▸ **Activity**
Pictures stay out. Extract the lines below from the first one through the line with "0,100% 100%,50% 72%,0", both included.

↓↓↓

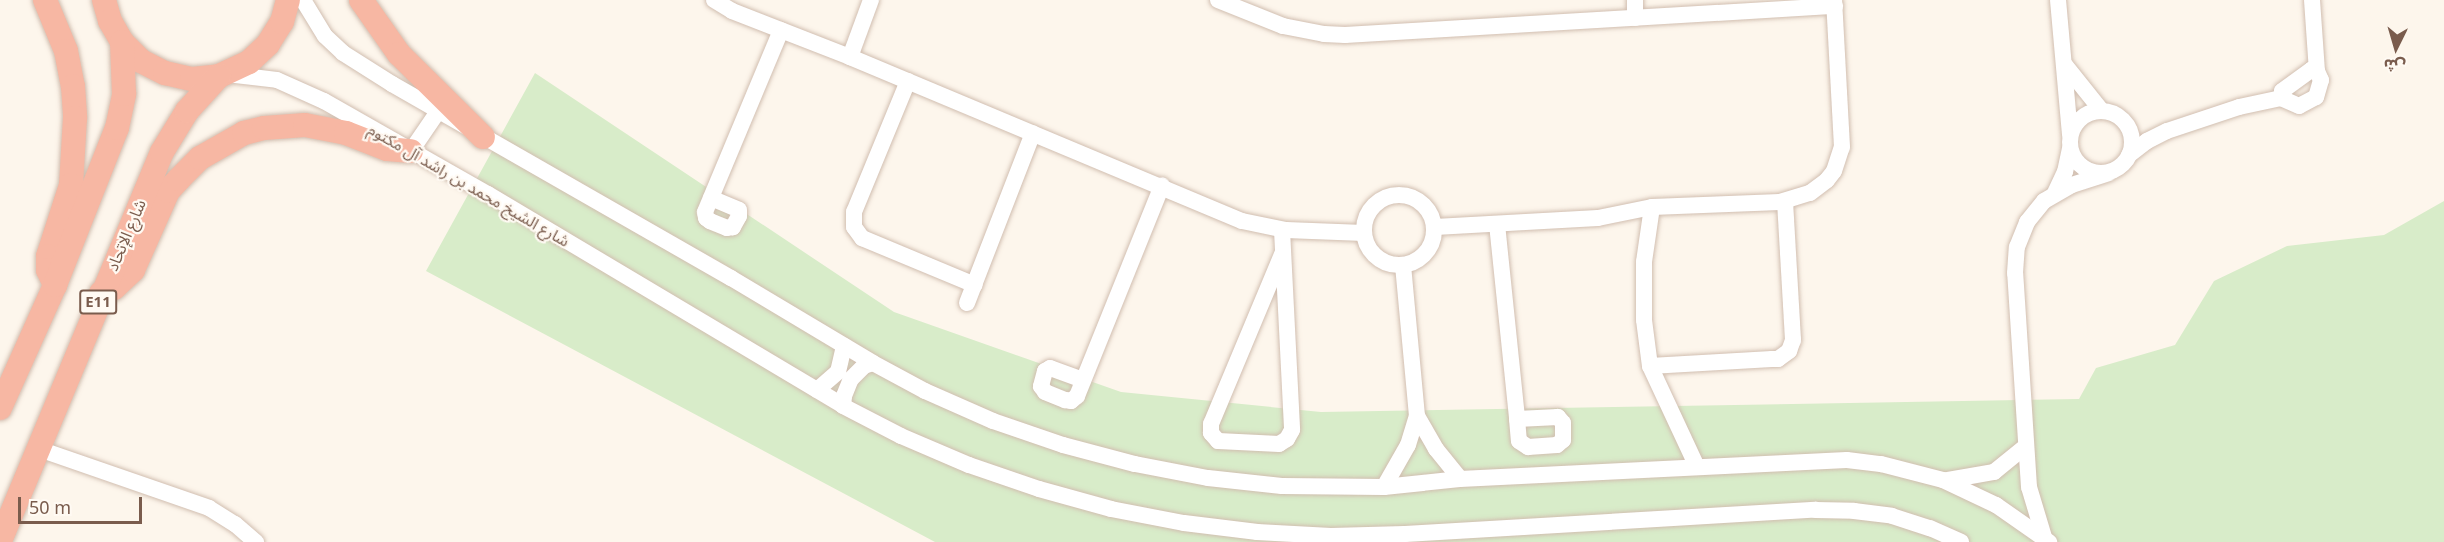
<!DOCTYPE html>
<meta charset="utf-8">
<style>
body{margin:0}
#map{position:relative;width:2444px;height:542px;overflow:hidden;background:#fdf6ec;font-family:"Noto Sans","Noto Sans Arabic",sans-serif}
div>[style]{position:absolute}
.green>*{inset:0;background:#d8ecc9}
.roads{filter:drop-shadow(0 0 2px #d1beb0) drop-shadow(0 0 2px #d1beb0)}
.minor>*{height:16px;margin:-8px;padding:0 8px;transform-origin:8px;border-radius:8px;background:#fff}
.minor>.ring{margin:-8px;padding:0;box-sizing:content-box;background:none;border:16px solid #fff;border-radius:50%}
.highway>*{height:24px;margin:-12px;padding:0 12px;transform-origin:12px;border-radius:12px;background:#f7b7a3}
span{translate:-50% -50%;white-space:nowrap;text-align:center;line-height:1.15;-webkit-text-stroke:4.5px #fffaf3;paint-order:stroke}
.shield-label span{padding:2px 4px;background:#fffaf3;border:2px solid;border-radius:4px;-webkit-text-stroke-width:0}
.shield-label{font-size:15px;color:#7a5c4d;font-weight:700}
.street-label{font-size:16px;color:#7a5c4d}
.north{position:absolute;left:2366px;top:18px;width:60px;height:60px;-webkit-text-stroke:4px #fffaf3;paint-order:stroke;rotate:185deg;font-size:16px;font-weight:700;line-height:24px;text-align:center;color:#7a5c4d}
.north::after{content:'';display:block;margin:auto;width:21px;height:27px;background:#7a5c4d;clip-path:polygon(50% 0,100% 100%,50% 72%,0 100%)}
.scale{position:absolute;left:18px;top:497px;width:124px;height:27px;box-sizing:border-box;border:3px solid #7a5c4d;border-top:0;padding-left:8px;font-size:18px;line-height:21px;white-space:nowrap;color:#7a5c4d;-webkit-text-stroke:4px #fffaf3;paint-order:stroke}
</style>
<div id="map">
<div class="green">
<div style="clip-path:polygon(535px 73px,894px 312px,1121px 392px,1321px 412px,2079px 399px,2096px 368px,2175px 345px,2214px 281px,2287px 246px,2384px 235px,2444px 201px,2444px 542px,935px 542px,426px 271px)"></div>
</div>
<div class="roads">
<div class="minor">
<div style="left:303px;top:0;width:42px;rotate:58.6deg"></div>
<div style="left:325px;top:36px;width:25px;rotate:43deg"></div>
<div style="left:343px;top:53px;width:58px;rotate:32.3deg"></div>
<div style="left:392px;top:84px;width:391px;rotate:29.8deg"></div>
<div style="left:731px;top:278px;width:165px;rotate:30.9deg"></div>
<div style="left:873px;top:363px;width:59px;rotate:28.3deg"></div>
<div style="left:925px;top:391px;width:74px;rotate:23.8deg"></div>
<div style="left:993px;top:421px;width:74px;rotate:18.9deg"></div>
<div style="left:1063px;top:445px;width:74px;rotate:14.8deg"></div>
<div style="left:1135px;top:464px;width:74px;rotate:10.9deg"></div>
<div style="left:1208px;top:478px;width:74px;rotate:6.2deg"></div>
<div style="left:1282px;top:486px;width:102px;rotate:0.6deg"></div>
<div style="left:1384px;top:487px;width:76px;rotate:-6deg"></div>
<div style="left:1460px;top:479px;width:387px;rotate:-2.8deg"></div>
<div style="left:1847px;top:460px;width:34px;rotate:7deg"></div>
<div style="left:1881px;top:464px;width:64px;rotate:14.5deg"></div>
<div style="left:1943px;top:480px;width:59px;rotate:25.3deg"></div>
<div style="left:1996px;top:505px;width:65px;rotate:34.9deg"></div>
<div style="left:714px;top:0;width:21px;rotate:31deg"></div>
<div style="left:732px;top:11px;width:127px;rotate:21.3deg"></div>
<div style="left:850px;top:57px;width:425px;rotate:22.7deg"></div>
<div style="left:1242px;top:221px;width:45px;rotate:11.6deg"></div>
<div style="left:1286px;top:230px;width:78px;rotate:2.2deg"></div>
<div style="left:1218px;top:0;width:70px;rotate:21.8deg"></div>
<div style="left:1283px;top:26px;width:42px;rotate:11deg"></div>
<div style="left:1324px;top:34px;width:21px;rotate:3deg"></div>
<div style="left:1345px;top:35px;width:491px;rotate:-3.4deg"></div>
<div style="left:1635px;top:0;width:18px;rotate:90deg"></div>
<div style="left:2058px;top:0;width:135px;rotate:84.9deg"></div>
<div style="left:2312px;top:0;width:71px;rotate:86deg"></div>
<div style="left:850px;top:57px;width:61px;rotate:-69.8deg"></div>
<div style="left:2065px;top:65px;width:58px;rotate:51.3deg"></div>
<div style="left:2312px;top:69px;width:5px;rotate:22deg"></div>
<div style="left:2317px;top:71px;width:10px;rotate:66deg"></div>
<div style="left:2321px;top:80px;width:18px;rotate:106deg"></div>
<div style="left:2316px;top:97px;width:19px;rotate:152deg"></div>
<div style="left:2299px;top:106px;width:20px;rotate:-156deg"></div>
<div style="left:2281px;top:98px;width:7px;rotate:-82deg"></div>
<div style="left:2282px;top:91px;width:37px;rotate:-36deg"></div>
<div style="left:227px;top:74px;width:50px;rotate:6.8deg"></div>
<div style="left:277px;top:80px;width:51px;rotate:24.1deg"></div>
<div style="left:324px;top:101px;width:189px;rotate:29.6deg"></div>
<div style="left:488px;top:194px;width:413px;rotate:30.8deg"></div>
<div style="left:843px;top:406px;width:65px;rotate:27.3deg"></div>
<div style="left:901px;top:436px;width:74px;rotate:23.1deg"></div>
<div style="left:969px;top:465px;width:74px;rotate:18.9deg"></div>
<div style="left:1039px;top:489px;width:75px;rotate:15.5deg"></div>
<div style="left:1111px;top:509px;width:74px;rotate:10.9deg"></div>
<div style="left:1184px;top:523px;width:74px;rotate:7deg"></div>
<div style="left:1257px;top:532px;width:74px;rotate:3.1deg"></div>
<div style="left:1331px;top:536px;width:74px;rotate:-1.5deg"></div>
<div style="left:1405px;top:534px;width:411px;rotate:-3.4deg"></div>
<div style="left:1815px;top:510px;width:39px;rotate:1deg"></div>
<div style="left:1854px;top:511px;width:38px;rotate:7deg"></div>
<div style="left:1892px;top:516px;width:40px;rotate:18deg"></div>
<div style="left:1930px;top:528px;width:34px;rotate:24deg"></div>
<div style="left:908px;top:81px;width:142px;rotate:112.4deg"></div>
<div style="left:854px;top:212px;width:15px;rotate:90deg"></div>
<div style="left:854px;top:227px;width:14px;rotate:54deg"></div>
<div style="left:862px;top:238px;width:122px;rotate:22.6deg"></div>
<div class="ring" style="left:2070px;top:111px;width:46px;height:46px"></div>
<div style="left:411px;top:151px;width:50px;rotate:-55.7deg"></div>
<div style="left:2129px;top:155px;width:23px;rotate:-38deg"></div>
<div style="left:2147px;top:141px;width:22px;rotate:-27deg"></div>
<div style="left:2167px;top:131px;width:76px;rotate:-18.4deg"></div>
<div style="left:2239px;top:107px;width:43px;rotate:-12.1deg"></div>
<div style="left:2055px;top:193px;width:23px;rotate:-65deg"></div>
<div style="left:2065px;top:172px;width:24px;rotate:-78deg"></div>
<div class="ring" style="left:1364px;top:195px;width:54px;height:54px"></div>
<div style="left:711px;top:198px;width:30px;rotate:23deg"></div>
<div style="left:739px;top:210px;width:6px;rotate:90deg"></div>
<div style="left:739px;top:216px;width:13px;rotate:119deg"></div>
<div style="left:733px;top:227px;width:6px;rotate:171deg"></div>
<div style="left:727px;top:228px;width:18px;rotate:-158deg"></div>
<div style="left:710px;top:221px;width:5px;rotate:-143deg"></div>
<div style="left:706px;top:218px;width:6px;rotate:-99deg"></div>
<div style="left:705px;top:212px;width:197px;rotate:-67.3deg"></div>
<div style="left:1652px;top:207px;width:56px;rotate:98.3deg"></div>
<div style="left:1644px;top:262px;width:58px;rotate:90deg"></div>
<div style="left:1644px;top:320px;width:46px;rotate:82.6deg"></div>
<div style="left:1650px;top:366px;width:122px;rotate:-3.3deg"></div>
<div style="left:1772px;top:359px;width:6px"></div>
<div style="left:1778px;top:359px;width:14px;rotate:-36deg"></div>
<div style="left:1789px;top:351px;width:12px;rotate:-70deg"></div>
<div style="left:1793px;top:340px;width:139px;rotate:-93.3deg"></div>
<div style="left:1497px;top:224px;width:196px;rotate:84.1deg"></div>
<div style="left:1517px;top:419px;width:22px;rotate:85deg"></div>
<div style="left:1519px;top:441px;width:11px;rotate:34deg"></div>
<div style="left:1528px;top:447px;width:29px;rotate:-4deg"></div>
<div style="left:1557px;top:445px;width:8px;rotate:-40deg"></div>
<div style="left:1563px;top:440px;width:17px;rotate:-90deg"></div>
<div style="left:1563px;top:423px;width:8px;rotate:-130deg"></div>
<div style="left:1558px;top:417px;width:41px;rotate:177.2deg"></div>
<div style="left:1435px;top:227px;width:163px;rotate:-3.2deg"></div>
<div style="left:1598px;top:218px;width:55px;rotate:-11.5deg"></div>
<div style="left:1652px;top:207px;width:128px;rotate:-2.2deg"></div>
<div style="left:1780px;top:202px;width:31px;rotate:-17deg"></div>
<div style="left:1810px;top:193px;width:21px;rotate:-37deg"></div>
<div style="left:1827px;top:180px;width:11px;rotate:-52deg"></div>
<div style="left:1834px;top:171px;width:25px;rotate:-72deg"></div>
<div style="left:1842px;top:147px;width:147px;rotate:-93.1deg"></div>
<div style="left:1282px;top:230px;width:200px;rotate:87.1deg"></div>
<div style="left:1292px;top:430px;width:10px;rotate:119deg"></div>
<div style="left:1287px;top:439px;width:9px;rotate:148deg"></div>
<div style="left:1279px;top:444px;width:61px;rotate:-177.2deg"></div>
<div style="left:1218px;top:441px;width:11px;rotate:-131deg"></div>
<div style="left:1211px;top:433px;width:9px;rotate:-90deg"></div>
<div style="left:1211px;top:424px;width:186px;rotate:-67.3deg"></div>
<div style="left:967px;top:303px;width:182px;rotate:-68.8deg"></div>
<div style="left:1650px;top:366px;width:111px;rotate:65deg"></div>
<div style="left:1083px;top:380px;width:35px;rotate:-160deg"></div>
<div style="left:1050px;top:368px;width:6px;rotate:149deg"></div>
<div style="left:1045px;top:371px;width:16px;rotate:105deg"></div>
<div style="left:1041px;top:386px;width:7px;rotate:56deg"></div>
<div style="left:1045px;top:392px;width:22px;rotate:22deg"></div>
<div style="left:1065px;top:400px;width:6px;rotate:9deg"></div>
<div style="left:1071px;top:401px;width:8px;rotate:-40deg"></div>
<div style="left:1077px;top:396px;width:227px;rotate:-68deg"></div>
<div style="left:817px;top:390px;width:28px;rotate:-41deg"></div>
<div style="left:838px;top:372px;width:27px;rotate:-77deg"></div>
<div style="left:843px;top:406px;width:10px;rotate:-84deg"></div>
<div style="left:844px;top:396px;width:18px;rotate:-68deg"></div>
<div style="left:851px;top:379px;width:18px;rotate:-45deg"></div>
<div style="left:864px;top:366px;width:9px;rotate:-18deg"></div>
<div style="left:1417px;top:416px;width:38px;rotate:60deg"></div>
<div style="left:1436px;top:449px;width:38px;rotate:51deg"></div>
<div style="left:39px;top:449px;width:180px;rotate:19.1deg"></div>
<div style="left:209px;top:508px;width:31px;rotate:32deg"></div>
<div style="left:235px;top:524px;width:28px;rotate:41deg"></div>
<div style="left:1948px;top:480px;width:47px;rotate:-9.9deg"></div>
<div style="left:1994px;top:472px;width:41px;rotate:-39.1deg"></div>
<div style="left:1384px;top:487px;width:48px;rotate:-60.3deg"></div>
<div style="left:1408px;top:445px;width:30px;rotate:-73deg"></div>
<div style="left:1417px;top:416px;width:151px;rotate:-95.3deg"></div>
<div style="left:2044px;top:537px;width:52px;rotate:-106.7deg"></div>
<div style="left:2029px;top:487px;width:214px;rotate:-93.7deg"></div>
<div style="left:2015px;top:273px;width:26px;rotate:-86deg"></div>
<div style="left:2017px;top:247px;width:27px;rotate:-68deg"></div>
<div style="left:2027px;top:222px;width:27px;rotate:-51deg"></div>
<div style="left:2044px;top:201px;width:32px;rotate:-30deg"></div>
<div style="left:2072px;top:185px;width:38px;rotate:-18deg"></div>
</div>
<div class="highway">
<div style="left:45px;top:0;width:55px;rotate:67.6deg"></div>
<div style="left:66px;top:51px;width:36px;rotate:79deg"></div>
<div style="left:73px;top:86px;width:32px;rotate:86deg"></div>
<div style="left:75px;top:118px;width:67px;rotate:93.4deg"></div>
<div style="left:71px;top:185px;width:75px;rotate:107.9deg"></div>
<div style="left:48px;top:256px;width:14px;rotate:90deg"></div>
<div style="left:48px;top:270px;width:17px;rotate:65deg"></div>
<div style="left:104px;top:0;width:22px;rotate:74deg"></div>
<div style="left:110px;top:21px;width:24px;rotate:60deg"></div>
<div style="left:122px;top:42px;width:27px;rotate:45deg"></div>
<div style="left:141px;top:61px;width:27px;rotate:27deg"></div>
<div style="left:165px;top:73px;width:28px;rotate:13deg"></div>
<div style="left:192px;top:79px;width:27px;rotate:-6deg"></div>
<div style="left:219px;top:76px;width:33px;rotate:-25deg"></div>
<div style="left:249px;top:62px;width:26px;rotate:-43deg"></div>
<div style="left:268px;top:44px;width:26px;rotate:-58deg"></div>
<div style="left:282px;top:22px;width:23px;rotate:-75deg"></div>
<div style="left:361px;top:0;width:66px;rotate:54.9deg"></div>
<div style="left:399px;top:54px;width:118px;rotate:44.7deg"></div>
<div style="left:101px;top:293px;width:14px;rotate:-21deg"></div>
<div style="left:114px;top:288px;width:26px;rotate:-43deg"></div>
<div style="left:133px;top:270px;width:86px;rotate:-66.1deg"></div>
<div style="left:168px;top:191px;width:16px;rotate:-47deg"></div>
<div style="left:179px;top:179px;width:30px;rotate:-45deg"></div>
<div style="left:200px;top:158px;width:51px;rotate:-29.6deg"></div>
<div style="left:244px;top:133px;width:21px;rotate:-14deg"></div>
<div style="left:264px;top:128px;width:41px;rotate:-4.2deg"></div>
<div style="left:305px;top:125px;width:42px;rotate:11deg"></div>
<div style="left:346px;top:133px;width:44px;rotate:21.3deg"></div>
<div style="left:387px;top:149px;width:24px;rotate:5deg"></div>
<div style="left:0;top:408px;width:135px;rotate:-65.9deg"></div>
<div style="left:55px;top:285px;width:169px;rotate:-68.5deg"></div>
<div style="left:117px;top:128px;width:35px;rotate:-78deg"></div>
<div style="left:124px;top:94px;width:52px;rotate:-92.2deg"></div>
<div style="left:0;top:541px;width:421px;rotate:-67.4deg"></div>
<div style="left:162px;top:152px;width:48px;rotate:-58.6deg"></div>
<div style="left:187px;top:111px;width:47px;rotate:-47.6deg"></div>
</div>
</div>
<div class="shield-label">
<span style="left:98px;top:302px">E11</span>
</div>
<div class="street-label">
<span style="left:469px;top:185px;rotate:30deg">شارع الشيخ محمد بن راشد آل مكتوم</span>
<span style="left:126px;top:235px;rotate:-67deg">شارع الإتحاد</span>
</div>
<div class="north">ش</div>
<div class="scale">50 m</div>
</div>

↑↑↑

▸ **Solution for this task**
<!DOCTYPE html>
<meta charset="utf-8">
<style>
body{margin:0}
#map{position:relative;width:2444px;height:542px;overflow:hidden;background:#fdf6ec;font-family:"Noto Sans","Noto Sans Arabic",sans-serif}
div>[style]{position:absolute}
.green>*{inset:0;background:#d8ecc9}
.roads{filter:drop-shadow(0 0 2px #d1beb0) drop-shadow(0 0 2px #d1beb0)}
.minor>*{height:16px;margin:-8px;padding:0 8px;transform-origin:8px;border-radius:8px;background:#fff}
.minor>.ring{margin:-8px;padding:0;box-sizing:content-box;background:none;border:16px solid #fff;border-radius:50%}
.highway>*{height:24px;margin:-12px;padding:0 12px;transform-origin:12px;border-radius:12px;background:#f7b7a3}
span{translate:-50% -50%;white-space:nowrap;text-align:center;line-height:1.15;-webkit-text-stroke:4.5px #fffaf3;paint-order:stroke}
.shield-label span{padding:2px 4px;background:#fffaf3;border:2px solid;border-radius:4px;-webkit-text-stroke-width:0}
.shield-label{font-size:15px;color:#7a5c4d;font-weight:700}
.street-label{font-size:16px;color:#7a5c4d}
.north{position:absolute;left:2366px;top:18px;width:60px;height:60px;-webkit-text-stroke:4px #fffaf3;paint-order:stroke;rotate:185deg;font-size:16px;font-weight:700;line-height:24px;text-align:center;color:#7a5c4d}
.north::after{content:'';display:block;margin:auto;width:21px;height:27px;background:#7a5c4d;clip-path:polygon(50% 0,100% 100%,50% 72%,0 100%)}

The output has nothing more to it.